O historiador e filósofo Yuval Noah Harari alertou que a inteligência artificial está prestes a criar duas crises fundamentais para todas as nações. A declaração foi feita durante uma palestra sobre IA e humanidade no Fórum Econômico Mundial, em Davos, na terça-feira (21). Harari é autor do best-seller "Sapiens: Uma Breve História da Humanidade" e professor da Universidade Hebraica de Jerusalém.
Segundo o pensador, a primeira crise será uma crise de identidade para a humanidade. A sociedade moderna construiu seu valor com base na capacidade única de pensar, criar e compreender. No entanto, com a IA superando os humanos em diversas tarefas cognitivas, esse pilar central da autoestima e do propósito humano entrará em colapso.
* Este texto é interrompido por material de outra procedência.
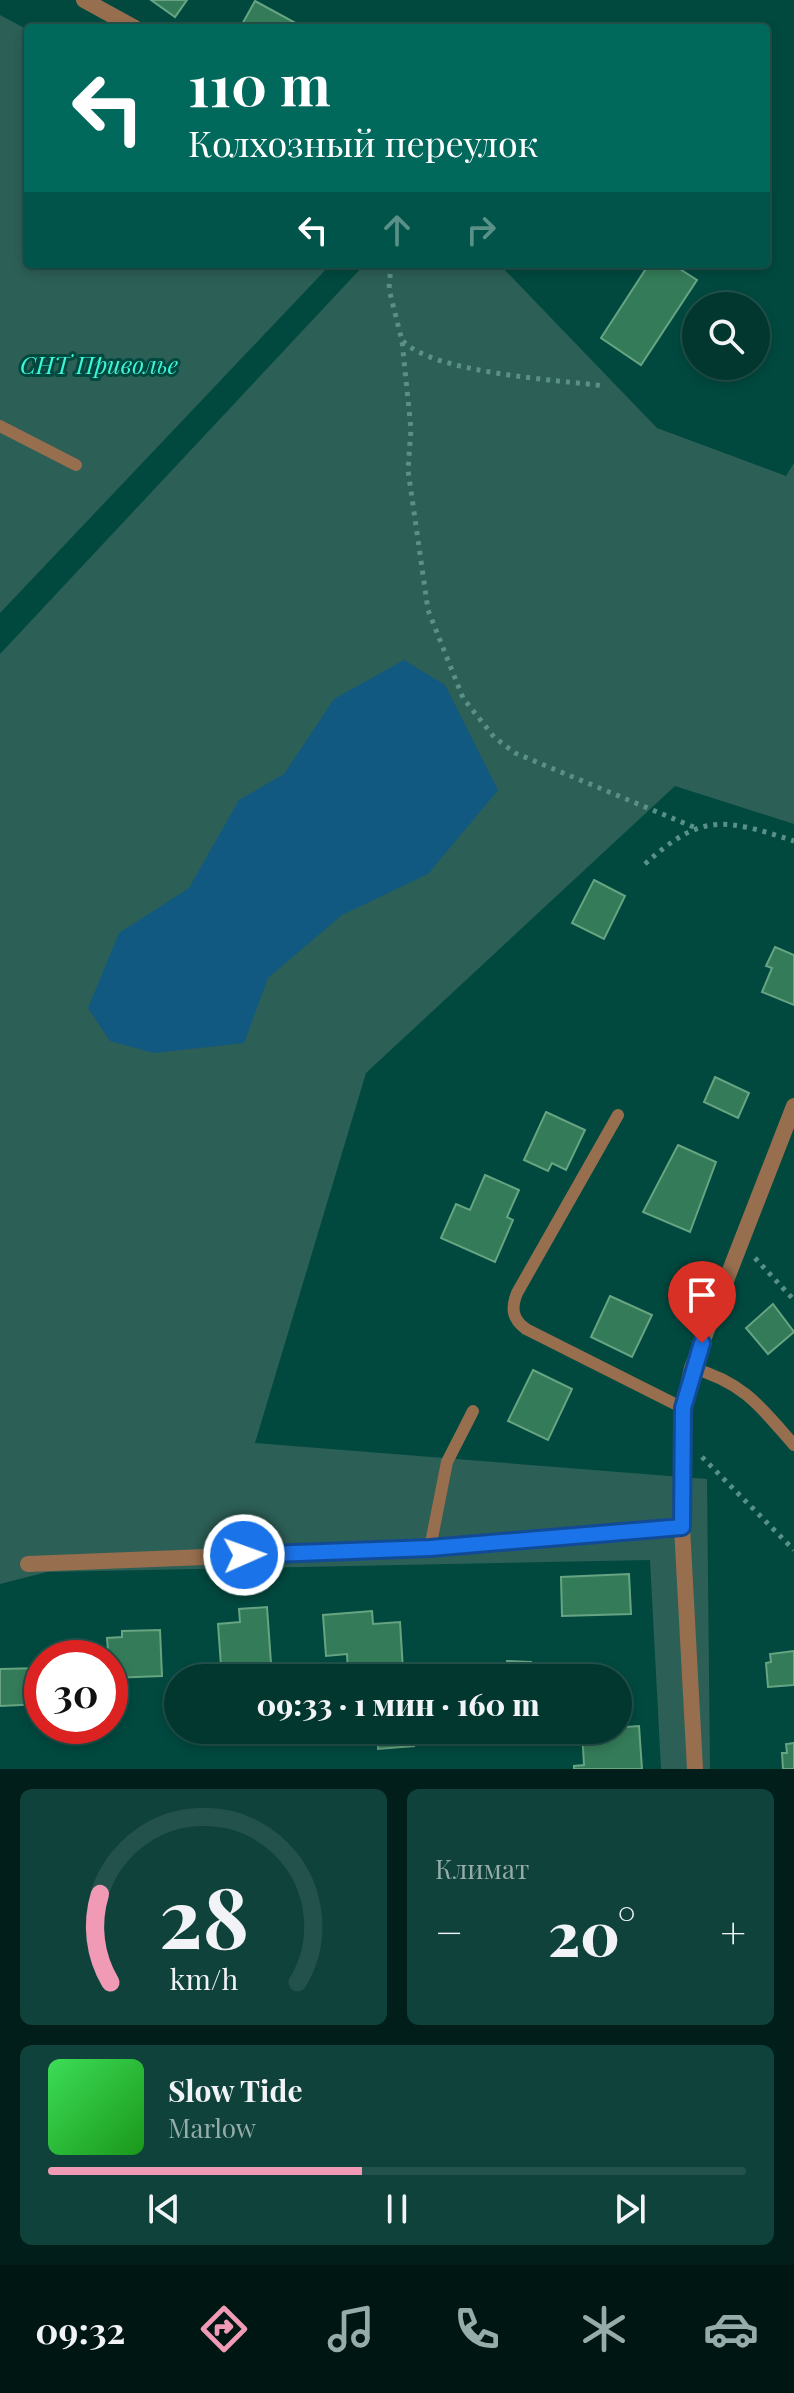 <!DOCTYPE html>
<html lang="ru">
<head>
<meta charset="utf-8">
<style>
	body { margin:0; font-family:"Playfair Display",serif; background:#0f423b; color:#f1f3f6; height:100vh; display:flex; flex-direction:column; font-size:30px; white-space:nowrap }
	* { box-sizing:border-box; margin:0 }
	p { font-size:26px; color:#96acaa }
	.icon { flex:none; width:44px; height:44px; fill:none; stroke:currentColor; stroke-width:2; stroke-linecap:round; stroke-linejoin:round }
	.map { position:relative; height:1769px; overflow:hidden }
	.panel { display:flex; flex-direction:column; gap:20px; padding:20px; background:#011e1a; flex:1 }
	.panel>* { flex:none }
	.top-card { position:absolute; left:24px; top:24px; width:746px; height:244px; border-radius:8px; box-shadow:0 4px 12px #0003,0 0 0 2px #23514b; background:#00695c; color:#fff; overflow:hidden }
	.controls { position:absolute; left:682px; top:292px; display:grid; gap:16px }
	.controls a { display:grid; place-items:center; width:88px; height:88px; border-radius:50%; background:#01372f; box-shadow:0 4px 12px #0003,0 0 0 2px #23514b; font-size:40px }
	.speed { position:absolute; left:24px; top:1640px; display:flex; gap:16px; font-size:40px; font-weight:700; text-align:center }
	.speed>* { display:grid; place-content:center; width:104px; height:104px; border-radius:50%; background:#01372f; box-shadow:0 4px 12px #0003,0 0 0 2px #23514b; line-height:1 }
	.speed .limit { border:12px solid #d22; background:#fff; color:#111 }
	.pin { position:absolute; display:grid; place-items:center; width:68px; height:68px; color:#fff; margin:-82px -34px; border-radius:50% 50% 50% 0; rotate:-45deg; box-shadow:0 0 8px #0007 }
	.pin .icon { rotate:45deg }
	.me { position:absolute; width:88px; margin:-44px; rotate:88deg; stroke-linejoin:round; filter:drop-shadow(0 0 6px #0008) }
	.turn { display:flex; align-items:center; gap:28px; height:168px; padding:0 32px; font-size:36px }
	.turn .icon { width:104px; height:104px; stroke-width:2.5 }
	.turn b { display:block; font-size:56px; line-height:68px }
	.lanes { display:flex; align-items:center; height:76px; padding:0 32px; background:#0003; justify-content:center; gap:40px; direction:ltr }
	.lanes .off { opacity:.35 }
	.big { font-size:60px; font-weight:800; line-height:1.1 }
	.panel .tile { flex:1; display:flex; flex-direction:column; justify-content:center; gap:12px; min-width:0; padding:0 28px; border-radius:12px; background:#0f423b }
	.panel .dial { align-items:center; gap:0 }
	.dial svg { height:208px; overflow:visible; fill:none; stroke:#23514b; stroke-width:7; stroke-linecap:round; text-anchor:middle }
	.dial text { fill:#f1f3f6; stroke:none }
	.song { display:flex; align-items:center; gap:24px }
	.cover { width:96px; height:96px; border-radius:12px; background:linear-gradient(135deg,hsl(130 70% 55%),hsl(120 70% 35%)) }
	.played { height:8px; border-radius:4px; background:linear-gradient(90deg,#f09ab5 45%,#23514b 45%) }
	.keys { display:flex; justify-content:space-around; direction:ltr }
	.heat { display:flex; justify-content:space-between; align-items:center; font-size:44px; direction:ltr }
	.panel .tiles { flex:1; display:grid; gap:20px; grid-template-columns:1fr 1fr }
	.tile:last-child { grid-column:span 2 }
	.trip { position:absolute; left:164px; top:1664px; width:468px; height:80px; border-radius:40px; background:#01372f; box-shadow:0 4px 12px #0003,0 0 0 2px #23514b; font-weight:800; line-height:80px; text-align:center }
	.tabs { display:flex; height:128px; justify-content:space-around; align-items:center; background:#001613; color:#96acaa }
	.tabs .icon { width:56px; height:56px }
	.tabs .current { color:#f09ab5 }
	.tabs b { font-size:36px; color:#f1f3f6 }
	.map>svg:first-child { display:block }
</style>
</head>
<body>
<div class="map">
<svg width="794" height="1769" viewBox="0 0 794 1769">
	<rect width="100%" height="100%" fill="#01493f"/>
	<g fill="#2c5f56">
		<path d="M 0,15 L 28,30 L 28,264 L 331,264 L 0,613 Z"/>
		<path d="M 365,264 L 499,264 L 657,428 L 786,476 L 794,463 L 794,824 L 675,786 L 366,1073 L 255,1443 L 707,1479 L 710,1769 L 661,1769 L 650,1560 L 47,1572 L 0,1584 L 0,654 Z"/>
	</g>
	<path fill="#115980" d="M 404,660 L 445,685 L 498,790 L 428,874 L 342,915 L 268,978 L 244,1043 L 154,1053 L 110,1041 L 88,1008 L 119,933 L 189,888 L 239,800 L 284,774 L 334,699 Z"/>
	<g fill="#347c59" stroke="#66a482" stroke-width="2">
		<path d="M 151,0 L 187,0 L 175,17 Z"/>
		<path d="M 255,1 L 301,26 L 300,28 L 240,28 Z"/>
		<path d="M 649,264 L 672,264 L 697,280 L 641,365 L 601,338 Z"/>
		<path d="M 594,880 L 625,896 L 604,939 L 572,923 Z"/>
		<path d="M 775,947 L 794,955 L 794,1005 L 762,992 L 772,968 L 766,966 Z"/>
		<path d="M 715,1077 L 749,1093 L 738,1118 L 704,1102 Z"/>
		<path d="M 546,1112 L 585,1130 L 566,1170 L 552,1163 L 548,1171 L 524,1160 Z"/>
		<path d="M 678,1145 L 716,1162 L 690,1232 L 643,1212 Z"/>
		<path d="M 485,1175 L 519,1190 L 507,1217 L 513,1220 L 495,1262 L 441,1238 L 456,1204 L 470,1210 Z"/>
		<path d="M 610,1296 L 652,1315 L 632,1357 L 591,1337 Z"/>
		<path d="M 773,1304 L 794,1332 L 768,1354 L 746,1328 Z"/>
		<path d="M 533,1370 L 572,1389 L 548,1440 L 508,1421 Z"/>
		<path d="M 629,1574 L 631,1614 L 562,1616 L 561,1577 Z"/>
		<path d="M 267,1607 L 271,1663 L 221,1666 L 218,1624 L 240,1622 L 239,1609 Z"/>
		<path d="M 372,1611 L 373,1624 L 400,1622 L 403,1670 L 348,1674 L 347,1654 L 326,1656 L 323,1615 Z"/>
		<path d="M 160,1630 L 162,1676 L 110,1678 L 107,1638 L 122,1637 L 122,1631 Z"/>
		<path d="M 794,1651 L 794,1685 L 768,1687 L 766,1663 L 771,1662 L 770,1654 Z"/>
		<path d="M 507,1661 L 531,1662 L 532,1678 L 507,1678 Z"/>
		<path d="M 42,1668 L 42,1704 L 0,1706 L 0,1669 Z"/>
		<path d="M 639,1726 L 642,1769 L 574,1769 L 574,1766 L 584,1765 L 582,1730 Z"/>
		<path d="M 379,1730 L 413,1730 L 414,1746 L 378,1749 Z"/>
		<path d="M 794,1743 L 794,1769 L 783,1769 L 782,1753 L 787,1753 L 786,1744 Z"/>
	</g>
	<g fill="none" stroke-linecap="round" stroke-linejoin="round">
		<g stroke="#599087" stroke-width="5" stroke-dasharray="4 6" stroke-linecap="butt">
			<path d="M 391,264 L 389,289 L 402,341 L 411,429 L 408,470 L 428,610 L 463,698 L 494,737 L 515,753 L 696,828"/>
			<path d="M 403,341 C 433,373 558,380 605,386"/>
			<path d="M 645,864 C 701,813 724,818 794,841"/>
			<path d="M 755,1258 L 794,1300"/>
			<path d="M 702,1457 L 794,1550"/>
		</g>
		<g stroke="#976e4e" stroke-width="12">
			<path d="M 0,426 L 76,465"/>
			<path d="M 618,1115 L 517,1293 C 511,1308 512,1319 526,1329 L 683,1408"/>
			<path d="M 692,1368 C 743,1382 761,1407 794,1445"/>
			<path d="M 430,1548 L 447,1462 L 473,1411"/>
		</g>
		<g stroke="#976e4e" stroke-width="16">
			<path d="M 84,0 L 135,28"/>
			<path d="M 28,1564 L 430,1548 L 682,1527"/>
			<path d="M 695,1769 L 682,1527 L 683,1408 L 692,1368 L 794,1106"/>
		</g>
	</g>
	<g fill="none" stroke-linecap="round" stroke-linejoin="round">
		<defs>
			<path id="route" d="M 244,1555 L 430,1548 L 682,1527 L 683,1408 L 702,1343"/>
		</defs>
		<use href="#route" stroke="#114b97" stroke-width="20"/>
		<use href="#route" stroke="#1a73e8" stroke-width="14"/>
	</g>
	<g text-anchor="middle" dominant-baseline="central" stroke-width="6" stroke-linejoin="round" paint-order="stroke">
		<g font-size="24" font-style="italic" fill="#3ff5d8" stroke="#01493f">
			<text x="99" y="364">СНТ Приволье</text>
		</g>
	</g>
</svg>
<div class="controls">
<a><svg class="icon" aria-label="search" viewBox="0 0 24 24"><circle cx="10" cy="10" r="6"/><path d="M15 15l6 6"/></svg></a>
</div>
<div class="speed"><div class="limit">30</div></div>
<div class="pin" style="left:702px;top:1343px;background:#d93025"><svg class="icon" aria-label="arrive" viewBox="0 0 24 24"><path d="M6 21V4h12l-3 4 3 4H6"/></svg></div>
<svg class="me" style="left:244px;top:1555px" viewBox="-20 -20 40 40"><circle r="17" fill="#1a73e8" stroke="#fff" stroke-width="3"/><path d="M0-11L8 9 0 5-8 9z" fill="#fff"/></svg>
<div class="trip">09:33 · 1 мин · 160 m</div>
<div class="top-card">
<div class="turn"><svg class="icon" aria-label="left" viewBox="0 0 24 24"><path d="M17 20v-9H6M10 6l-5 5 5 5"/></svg><div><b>110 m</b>Колхозный переулок</div></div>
<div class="lanes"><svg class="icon" aria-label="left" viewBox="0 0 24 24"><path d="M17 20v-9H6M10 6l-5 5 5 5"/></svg><svg class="icon off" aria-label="ahead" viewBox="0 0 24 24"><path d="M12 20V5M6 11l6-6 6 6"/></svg><svg class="icon off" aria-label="right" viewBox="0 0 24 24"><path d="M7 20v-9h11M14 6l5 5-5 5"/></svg></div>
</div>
</div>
<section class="panel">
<div class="tiles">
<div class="tile dial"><svg viewBox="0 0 100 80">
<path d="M14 69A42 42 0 1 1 86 69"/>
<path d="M14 69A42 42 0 0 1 10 35" stroke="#f09ab5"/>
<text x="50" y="56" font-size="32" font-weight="700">28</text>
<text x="50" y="72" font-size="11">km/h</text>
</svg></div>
<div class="tile"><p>Климат</p>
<div class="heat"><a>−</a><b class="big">20°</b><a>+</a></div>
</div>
<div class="tile">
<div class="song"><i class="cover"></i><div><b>Slow Tide</b><p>Marlow</p></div></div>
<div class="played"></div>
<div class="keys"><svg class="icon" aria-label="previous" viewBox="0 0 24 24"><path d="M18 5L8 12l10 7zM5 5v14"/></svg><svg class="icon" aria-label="pause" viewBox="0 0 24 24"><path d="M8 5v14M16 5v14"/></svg><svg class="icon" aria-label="next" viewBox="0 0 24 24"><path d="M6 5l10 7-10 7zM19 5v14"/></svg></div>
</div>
</div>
</section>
<nav class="tabs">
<b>09:32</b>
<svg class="icon current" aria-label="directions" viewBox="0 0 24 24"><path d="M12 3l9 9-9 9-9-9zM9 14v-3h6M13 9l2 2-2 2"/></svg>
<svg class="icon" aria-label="music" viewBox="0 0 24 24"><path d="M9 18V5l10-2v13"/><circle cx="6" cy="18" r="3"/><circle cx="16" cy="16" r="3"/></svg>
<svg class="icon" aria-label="phone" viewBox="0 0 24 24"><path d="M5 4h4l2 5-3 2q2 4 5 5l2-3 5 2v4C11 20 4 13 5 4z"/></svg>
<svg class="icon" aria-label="climate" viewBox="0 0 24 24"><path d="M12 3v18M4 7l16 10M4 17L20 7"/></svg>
<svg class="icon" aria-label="car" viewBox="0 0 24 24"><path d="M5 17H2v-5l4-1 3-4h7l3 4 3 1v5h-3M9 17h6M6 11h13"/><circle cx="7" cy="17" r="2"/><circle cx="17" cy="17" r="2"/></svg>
</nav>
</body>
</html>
Imigrantes digitais e seus impactos
A segunda crise prevista por Harari é uma crise migratória, mas de um tipo inédito. Ele compara os sistemas de IA a "imigrantes" que cruzam fronteiras digitais para entrar em um país. Esses "imigrantes de IA" trariam benefícios, como habilidades avançadas em medicina e educação, mas também causariam grandes disrupções sociais e econômicas.
"Aqueles que se preocupam com imigrantes humanos geralmente argumentam que eles podem tomar empregos, podem mudar a cultura local, podem ser politicamente desleais. Não tenho certeza se isso é verdade para todos os imigrantes humanos, mas definitivamente será verdade para os imigrantes de IA", afirmou Harari em sua palestra.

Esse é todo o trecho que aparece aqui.